European citizens spend in average over 90% of their time indoors. Researches have shown that the air within homes, offices, schools and other buildings can be significantly more polluted than the outdoor air, creating serious risks to public health. The main factors that generate indoor pollution are those sources that release gases or particles into the air, often coupled with high temperature and humidity levels, which can increase the concentration of some pollutants. In order to counterbalance indoor air pollution, an efficient ventilation system must be in place. When there is an inadequate level of infiltration, natural ventilation or mechanical ventilation, the air exchange rate is low and pollutant levels can increase. As a response to the growing concerns, the European Parliament included air quality provisions in the recent report on the review of the Energy Performance of Buildings Directive, aimed at ensuring that indoor air quality is taken into consideration when buildings undergo renovation work.
Heat pumps are key tools to create a healthy indoor environment tailored to the costumers’ preferences. They don’t generate smoke or add any fumes to the air, they support the circulation of the air in the buildings and remove dust, mould spores, odours, smoke and other particles.
A circular economy is a system that preserves resources, saves costs for European industries and unlocks new business opportunities. The value of products and materials is maintained for as long as possible and when a product reaches the end of its life, it is used again to create further value, thus boosting EU’s economy, making it more sustainable and competitive in the long run.
The European Commission adopted a ‘Circular economy package’ in December 2015 with legislative proposals on Waste, Packaging Waste, Landfill and Waste Electrical and Electronic Equipment, which are currently under discussion.
In January 2017, the Commission issued a report on the implementation of the Action Plan, underlining how it is closely linked with key EU priorities on jobs and growth, investments, social agenda, industrial innovation, lower energy consumption and carbon dioxide emissions.
A European Strategy for Plastics was published on 16 January 2018 as part of the transition towards a more circular economy, aiming at transforming the way plastic products are designed, used, produced and recycled in the EU.

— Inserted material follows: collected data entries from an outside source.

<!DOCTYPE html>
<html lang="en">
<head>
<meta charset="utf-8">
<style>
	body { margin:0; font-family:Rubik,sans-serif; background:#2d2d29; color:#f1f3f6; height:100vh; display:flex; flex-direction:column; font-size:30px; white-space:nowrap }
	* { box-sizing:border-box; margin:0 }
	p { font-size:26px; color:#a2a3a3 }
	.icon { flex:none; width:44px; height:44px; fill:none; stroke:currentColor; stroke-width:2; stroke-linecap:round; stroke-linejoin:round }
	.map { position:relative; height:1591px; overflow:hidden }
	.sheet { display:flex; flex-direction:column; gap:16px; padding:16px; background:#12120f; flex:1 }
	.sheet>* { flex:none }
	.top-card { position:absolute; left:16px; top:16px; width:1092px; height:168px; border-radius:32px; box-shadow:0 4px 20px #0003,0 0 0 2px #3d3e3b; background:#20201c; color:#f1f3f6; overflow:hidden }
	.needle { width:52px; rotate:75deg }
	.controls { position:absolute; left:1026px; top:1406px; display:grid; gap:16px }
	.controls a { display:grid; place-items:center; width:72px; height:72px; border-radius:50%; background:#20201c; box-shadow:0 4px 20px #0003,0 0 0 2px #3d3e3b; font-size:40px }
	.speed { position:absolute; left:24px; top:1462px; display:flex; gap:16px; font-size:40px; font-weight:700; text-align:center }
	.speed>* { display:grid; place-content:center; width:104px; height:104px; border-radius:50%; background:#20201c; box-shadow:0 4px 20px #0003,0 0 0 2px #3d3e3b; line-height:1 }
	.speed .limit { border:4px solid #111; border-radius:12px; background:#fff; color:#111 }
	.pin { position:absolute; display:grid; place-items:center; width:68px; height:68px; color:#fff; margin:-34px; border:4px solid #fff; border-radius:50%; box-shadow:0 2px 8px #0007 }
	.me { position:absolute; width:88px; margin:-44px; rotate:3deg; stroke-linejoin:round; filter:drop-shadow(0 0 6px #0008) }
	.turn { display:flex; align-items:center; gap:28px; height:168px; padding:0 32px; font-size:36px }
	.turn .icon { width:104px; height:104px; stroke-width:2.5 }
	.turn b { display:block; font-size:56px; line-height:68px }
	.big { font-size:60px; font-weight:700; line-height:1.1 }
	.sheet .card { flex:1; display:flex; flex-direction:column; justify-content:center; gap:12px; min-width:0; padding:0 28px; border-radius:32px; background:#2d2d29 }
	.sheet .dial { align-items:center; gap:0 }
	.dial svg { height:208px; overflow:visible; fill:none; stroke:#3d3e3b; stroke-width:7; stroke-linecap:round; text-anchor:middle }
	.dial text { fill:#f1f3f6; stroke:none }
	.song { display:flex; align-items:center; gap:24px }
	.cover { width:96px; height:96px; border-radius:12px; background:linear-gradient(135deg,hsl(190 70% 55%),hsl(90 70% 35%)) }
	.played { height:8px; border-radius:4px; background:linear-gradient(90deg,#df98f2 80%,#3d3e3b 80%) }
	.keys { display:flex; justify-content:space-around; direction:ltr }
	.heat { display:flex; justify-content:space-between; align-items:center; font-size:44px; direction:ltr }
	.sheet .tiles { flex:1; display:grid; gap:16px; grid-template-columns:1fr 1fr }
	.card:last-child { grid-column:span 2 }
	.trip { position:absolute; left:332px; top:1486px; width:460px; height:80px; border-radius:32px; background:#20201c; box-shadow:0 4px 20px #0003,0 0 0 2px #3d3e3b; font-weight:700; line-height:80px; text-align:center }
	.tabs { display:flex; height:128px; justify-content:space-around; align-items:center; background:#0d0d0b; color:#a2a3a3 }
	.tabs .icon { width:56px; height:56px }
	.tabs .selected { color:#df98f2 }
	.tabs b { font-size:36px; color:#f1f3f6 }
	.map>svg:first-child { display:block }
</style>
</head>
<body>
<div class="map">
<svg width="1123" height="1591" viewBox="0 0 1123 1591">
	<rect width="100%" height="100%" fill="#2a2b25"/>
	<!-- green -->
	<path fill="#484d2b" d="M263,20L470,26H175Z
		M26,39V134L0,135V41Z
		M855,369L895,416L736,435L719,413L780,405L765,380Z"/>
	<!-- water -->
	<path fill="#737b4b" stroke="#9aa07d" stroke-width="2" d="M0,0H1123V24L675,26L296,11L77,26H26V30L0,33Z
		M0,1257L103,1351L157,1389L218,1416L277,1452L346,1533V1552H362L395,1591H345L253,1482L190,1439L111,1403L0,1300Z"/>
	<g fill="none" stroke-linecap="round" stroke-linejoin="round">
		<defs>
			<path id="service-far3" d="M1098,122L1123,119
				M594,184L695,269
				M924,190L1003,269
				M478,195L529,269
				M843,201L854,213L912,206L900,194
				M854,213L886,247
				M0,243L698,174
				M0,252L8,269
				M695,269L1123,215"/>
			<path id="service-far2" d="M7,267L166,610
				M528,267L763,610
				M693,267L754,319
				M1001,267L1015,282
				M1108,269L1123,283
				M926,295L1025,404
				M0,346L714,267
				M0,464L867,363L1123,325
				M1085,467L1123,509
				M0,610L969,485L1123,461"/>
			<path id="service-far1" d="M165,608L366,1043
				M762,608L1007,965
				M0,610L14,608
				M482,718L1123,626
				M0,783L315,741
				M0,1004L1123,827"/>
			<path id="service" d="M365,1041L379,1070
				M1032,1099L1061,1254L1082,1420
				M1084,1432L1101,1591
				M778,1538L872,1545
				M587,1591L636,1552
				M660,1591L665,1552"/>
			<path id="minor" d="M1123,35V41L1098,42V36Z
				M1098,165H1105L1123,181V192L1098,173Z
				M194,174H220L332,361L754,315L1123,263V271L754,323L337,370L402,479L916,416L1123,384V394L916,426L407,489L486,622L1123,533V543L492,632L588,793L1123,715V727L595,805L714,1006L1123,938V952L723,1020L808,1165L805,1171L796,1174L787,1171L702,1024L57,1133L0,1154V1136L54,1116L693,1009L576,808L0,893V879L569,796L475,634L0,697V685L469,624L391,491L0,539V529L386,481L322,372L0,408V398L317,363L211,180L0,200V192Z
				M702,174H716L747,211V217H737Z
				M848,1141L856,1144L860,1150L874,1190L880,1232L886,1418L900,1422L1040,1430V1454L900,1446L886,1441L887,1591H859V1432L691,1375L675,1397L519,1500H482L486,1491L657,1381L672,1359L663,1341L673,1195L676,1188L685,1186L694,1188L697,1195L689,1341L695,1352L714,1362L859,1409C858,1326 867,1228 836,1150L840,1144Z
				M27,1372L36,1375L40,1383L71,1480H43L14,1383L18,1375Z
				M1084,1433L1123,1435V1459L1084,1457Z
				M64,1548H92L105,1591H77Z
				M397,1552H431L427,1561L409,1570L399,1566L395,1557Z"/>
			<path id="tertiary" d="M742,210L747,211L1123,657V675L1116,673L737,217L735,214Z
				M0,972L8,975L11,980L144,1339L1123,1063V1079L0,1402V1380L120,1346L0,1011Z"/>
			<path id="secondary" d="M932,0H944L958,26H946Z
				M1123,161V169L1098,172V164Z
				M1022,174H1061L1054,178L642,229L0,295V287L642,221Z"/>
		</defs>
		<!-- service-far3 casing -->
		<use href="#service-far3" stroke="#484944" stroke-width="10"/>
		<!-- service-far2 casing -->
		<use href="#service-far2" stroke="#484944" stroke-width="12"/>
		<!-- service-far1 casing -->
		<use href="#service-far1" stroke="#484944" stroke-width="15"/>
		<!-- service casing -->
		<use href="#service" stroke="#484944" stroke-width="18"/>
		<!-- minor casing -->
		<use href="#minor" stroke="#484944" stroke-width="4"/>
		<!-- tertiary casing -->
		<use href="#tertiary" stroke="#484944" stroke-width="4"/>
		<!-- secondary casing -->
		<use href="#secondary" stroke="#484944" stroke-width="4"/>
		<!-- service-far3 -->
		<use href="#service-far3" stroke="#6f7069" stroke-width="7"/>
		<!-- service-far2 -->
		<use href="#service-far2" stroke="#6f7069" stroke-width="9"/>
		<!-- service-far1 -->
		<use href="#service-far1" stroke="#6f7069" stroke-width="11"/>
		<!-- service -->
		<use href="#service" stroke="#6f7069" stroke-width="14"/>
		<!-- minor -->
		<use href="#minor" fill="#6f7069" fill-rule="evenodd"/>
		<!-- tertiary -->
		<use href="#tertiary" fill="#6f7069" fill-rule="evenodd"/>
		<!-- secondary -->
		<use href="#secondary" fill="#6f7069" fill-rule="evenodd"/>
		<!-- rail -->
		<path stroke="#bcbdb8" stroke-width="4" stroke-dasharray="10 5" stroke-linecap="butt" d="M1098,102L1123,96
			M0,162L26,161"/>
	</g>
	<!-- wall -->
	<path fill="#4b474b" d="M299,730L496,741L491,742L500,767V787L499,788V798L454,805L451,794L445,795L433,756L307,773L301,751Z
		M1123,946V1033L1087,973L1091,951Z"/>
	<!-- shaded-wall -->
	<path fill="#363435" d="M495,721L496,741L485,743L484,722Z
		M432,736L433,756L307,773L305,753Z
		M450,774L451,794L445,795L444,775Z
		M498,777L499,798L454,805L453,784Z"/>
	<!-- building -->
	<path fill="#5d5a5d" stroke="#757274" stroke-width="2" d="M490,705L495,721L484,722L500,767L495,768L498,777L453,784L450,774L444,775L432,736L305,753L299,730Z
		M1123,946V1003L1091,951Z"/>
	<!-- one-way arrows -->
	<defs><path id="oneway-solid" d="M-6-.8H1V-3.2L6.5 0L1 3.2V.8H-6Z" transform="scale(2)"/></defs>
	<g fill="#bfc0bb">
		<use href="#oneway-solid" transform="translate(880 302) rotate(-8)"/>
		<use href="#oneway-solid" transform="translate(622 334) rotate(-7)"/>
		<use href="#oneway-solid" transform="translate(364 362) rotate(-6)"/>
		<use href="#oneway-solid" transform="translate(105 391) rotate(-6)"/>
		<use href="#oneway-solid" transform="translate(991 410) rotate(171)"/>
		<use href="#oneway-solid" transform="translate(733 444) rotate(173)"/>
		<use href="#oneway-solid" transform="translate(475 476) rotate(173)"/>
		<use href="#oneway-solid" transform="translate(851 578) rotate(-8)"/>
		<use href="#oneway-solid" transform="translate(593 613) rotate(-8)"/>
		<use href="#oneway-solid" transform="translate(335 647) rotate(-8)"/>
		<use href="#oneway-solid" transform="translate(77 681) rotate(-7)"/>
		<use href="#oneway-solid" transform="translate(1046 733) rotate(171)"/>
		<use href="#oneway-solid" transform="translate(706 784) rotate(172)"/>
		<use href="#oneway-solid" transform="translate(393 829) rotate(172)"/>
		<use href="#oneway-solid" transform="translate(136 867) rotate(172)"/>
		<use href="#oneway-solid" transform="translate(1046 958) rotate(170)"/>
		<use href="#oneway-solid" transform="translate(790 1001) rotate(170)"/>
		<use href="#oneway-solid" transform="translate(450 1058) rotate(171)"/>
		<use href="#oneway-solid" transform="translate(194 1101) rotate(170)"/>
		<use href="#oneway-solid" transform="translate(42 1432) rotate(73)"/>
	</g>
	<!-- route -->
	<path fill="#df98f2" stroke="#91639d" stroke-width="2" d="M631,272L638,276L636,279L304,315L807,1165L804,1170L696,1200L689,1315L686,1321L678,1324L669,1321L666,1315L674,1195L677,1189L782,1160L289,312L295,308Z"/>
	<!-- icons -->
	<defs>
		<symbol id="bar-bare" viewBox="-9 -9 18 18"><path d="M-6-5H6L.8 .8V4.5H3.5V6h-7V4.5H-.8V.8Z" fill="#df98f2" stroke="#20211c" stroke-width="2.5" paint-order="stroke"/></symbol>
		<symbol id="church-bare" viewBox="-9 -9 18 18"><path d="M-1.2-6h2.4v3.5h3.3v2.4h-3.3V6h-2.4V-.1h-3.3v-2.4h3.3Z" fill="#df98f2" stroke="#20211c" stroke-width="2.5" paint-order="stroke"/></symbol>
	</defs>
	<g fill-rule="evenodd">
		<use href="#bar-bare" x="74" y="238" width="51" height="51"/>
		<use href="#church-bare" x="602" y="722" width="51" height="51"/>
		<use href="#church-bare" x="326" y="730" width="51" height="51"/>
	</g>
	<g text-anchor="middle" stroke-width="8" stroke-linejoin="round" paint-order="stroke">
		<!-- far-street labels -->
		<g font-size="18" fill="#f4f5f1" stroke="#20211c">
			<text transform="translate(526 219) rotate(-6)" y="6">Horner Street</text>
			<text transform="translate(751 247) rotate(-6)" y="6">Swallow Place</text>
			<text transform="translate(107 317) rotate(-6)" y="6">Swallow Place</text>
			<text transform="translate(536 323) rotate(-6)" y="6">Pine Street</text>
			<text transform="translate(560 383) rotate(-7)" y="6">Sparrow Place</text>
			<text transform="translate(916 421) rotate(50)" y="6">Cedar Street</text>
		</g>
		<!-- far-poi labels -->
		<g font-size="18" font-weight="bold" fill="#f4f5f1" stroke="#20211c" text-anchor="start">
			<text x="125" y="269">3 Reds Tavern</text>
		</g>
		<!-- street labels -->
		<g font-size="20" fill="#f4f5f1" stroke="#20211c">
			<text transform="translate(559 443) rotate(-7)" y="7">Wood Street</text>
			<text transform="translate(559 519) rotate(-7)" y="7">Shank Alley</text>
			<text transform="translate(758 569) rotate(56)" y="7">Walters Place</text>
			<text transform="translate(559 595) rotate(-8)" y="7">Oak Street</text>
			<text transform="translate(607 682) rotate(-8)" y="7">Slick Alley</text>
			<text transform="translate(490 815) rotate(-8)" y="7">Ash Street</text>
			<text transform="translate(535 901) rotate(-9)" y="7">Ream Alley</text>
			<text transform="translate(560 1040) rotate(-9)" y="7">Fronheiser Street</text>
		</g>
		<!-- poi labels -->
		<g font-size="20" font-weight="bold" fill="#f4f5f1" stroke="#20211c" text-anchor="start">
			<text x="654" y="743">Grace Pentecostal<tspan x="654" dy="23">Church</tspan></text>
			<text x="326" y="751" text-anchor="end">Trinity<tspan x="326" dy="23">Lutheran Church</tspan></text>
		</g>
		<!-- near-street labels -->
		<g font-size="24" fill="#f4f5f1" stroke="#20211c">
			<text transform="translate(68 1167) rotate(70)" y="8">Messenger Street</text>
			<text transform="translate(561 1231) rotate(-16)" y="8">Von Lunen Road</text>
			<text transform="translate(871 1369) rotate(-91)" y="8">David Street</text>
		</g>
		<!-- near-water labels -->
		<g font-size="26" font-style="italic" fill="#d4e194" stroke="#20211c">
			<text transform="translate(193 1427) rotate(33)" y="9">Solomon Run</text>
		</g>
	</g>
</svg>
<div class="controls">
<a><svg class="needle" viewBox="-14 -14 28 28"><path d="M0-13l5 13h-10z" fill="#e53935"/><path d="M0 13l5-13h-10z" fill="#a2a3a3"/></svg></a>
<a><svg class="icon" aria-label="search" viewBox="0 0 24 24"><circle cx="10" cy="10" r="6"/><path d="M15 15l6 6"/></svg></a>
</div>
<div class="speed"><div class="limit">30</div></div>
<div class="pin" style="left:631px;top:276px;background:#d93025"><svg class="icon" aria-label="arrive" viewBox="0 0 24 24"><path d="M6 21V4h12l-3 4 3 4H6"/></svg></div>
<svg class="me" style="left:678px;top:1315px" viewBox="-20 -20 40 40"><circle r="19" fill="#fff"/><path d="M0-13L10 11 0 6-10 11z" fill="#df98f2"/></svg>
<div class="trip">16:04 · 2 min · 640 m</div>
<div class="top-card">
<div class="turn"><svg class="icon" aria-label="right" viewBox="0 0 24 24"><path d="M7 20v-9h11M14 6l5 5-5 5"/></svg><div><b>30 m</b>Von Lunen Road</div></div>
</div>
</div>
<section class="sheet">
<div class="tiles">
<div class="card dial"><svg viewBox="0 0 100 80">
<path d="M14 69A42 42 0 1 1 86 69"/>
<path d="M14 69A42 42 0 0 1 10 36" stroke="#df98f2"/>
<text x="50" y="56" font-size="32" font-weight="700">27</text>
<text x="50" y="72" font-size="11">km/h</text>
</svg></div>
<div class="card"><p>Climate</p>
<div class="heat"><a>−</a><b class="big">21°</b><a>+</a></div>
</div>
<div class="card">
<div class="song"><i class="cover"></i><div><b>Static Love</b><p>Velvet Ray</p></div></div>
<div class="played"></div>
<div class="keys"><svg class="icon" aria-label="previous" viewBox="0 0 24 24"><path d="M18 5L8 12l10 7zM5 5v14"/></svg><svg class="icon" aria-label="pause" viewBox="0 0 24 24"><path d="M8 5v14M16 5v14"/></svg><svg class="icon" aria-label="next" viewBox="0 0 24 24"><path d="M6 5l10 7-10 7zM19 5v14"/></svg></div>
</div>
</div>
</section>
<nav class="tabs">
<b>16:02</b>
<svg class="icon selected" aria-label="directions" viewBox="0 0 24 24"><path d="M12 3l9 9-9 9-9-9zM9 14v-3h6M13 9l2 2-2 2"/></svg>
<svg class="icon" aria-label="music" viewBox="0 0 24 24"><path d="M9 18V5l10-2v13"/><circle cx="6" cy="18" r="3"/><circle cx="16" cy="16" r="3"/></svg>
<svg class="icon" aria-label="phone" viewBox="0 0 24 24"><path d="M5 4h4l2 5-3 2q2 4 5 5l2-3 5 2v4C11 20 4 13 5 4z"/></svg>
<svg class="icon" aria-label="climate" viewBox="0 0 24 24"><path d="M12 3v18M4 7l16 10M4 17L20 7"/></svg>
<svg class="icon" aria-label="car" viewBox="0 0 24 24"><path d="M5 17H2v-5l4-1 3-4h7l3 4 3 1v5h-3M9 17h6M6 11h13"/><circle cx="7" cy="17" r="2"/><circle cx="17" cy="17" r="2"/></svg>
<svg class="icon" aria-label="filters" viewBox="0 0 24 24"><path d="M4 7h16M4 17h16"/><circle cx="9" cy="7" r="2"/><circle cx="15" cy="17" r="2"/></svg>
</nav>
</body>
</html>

The Circular economy is an opportunity to make Europe’s economy more sustainable and competitive, thus bringing benefits to businesses, industries and consumers. The heat-pump industry is ready for this challenge. However, in the context of the necessary overall reduction of CO2 emissions (that will require the massive deployment of heat pumps), it is crucial to ensure that the cost of the technology is not raised as a consequence of any potential additional ‘resource efficiency’ requirements.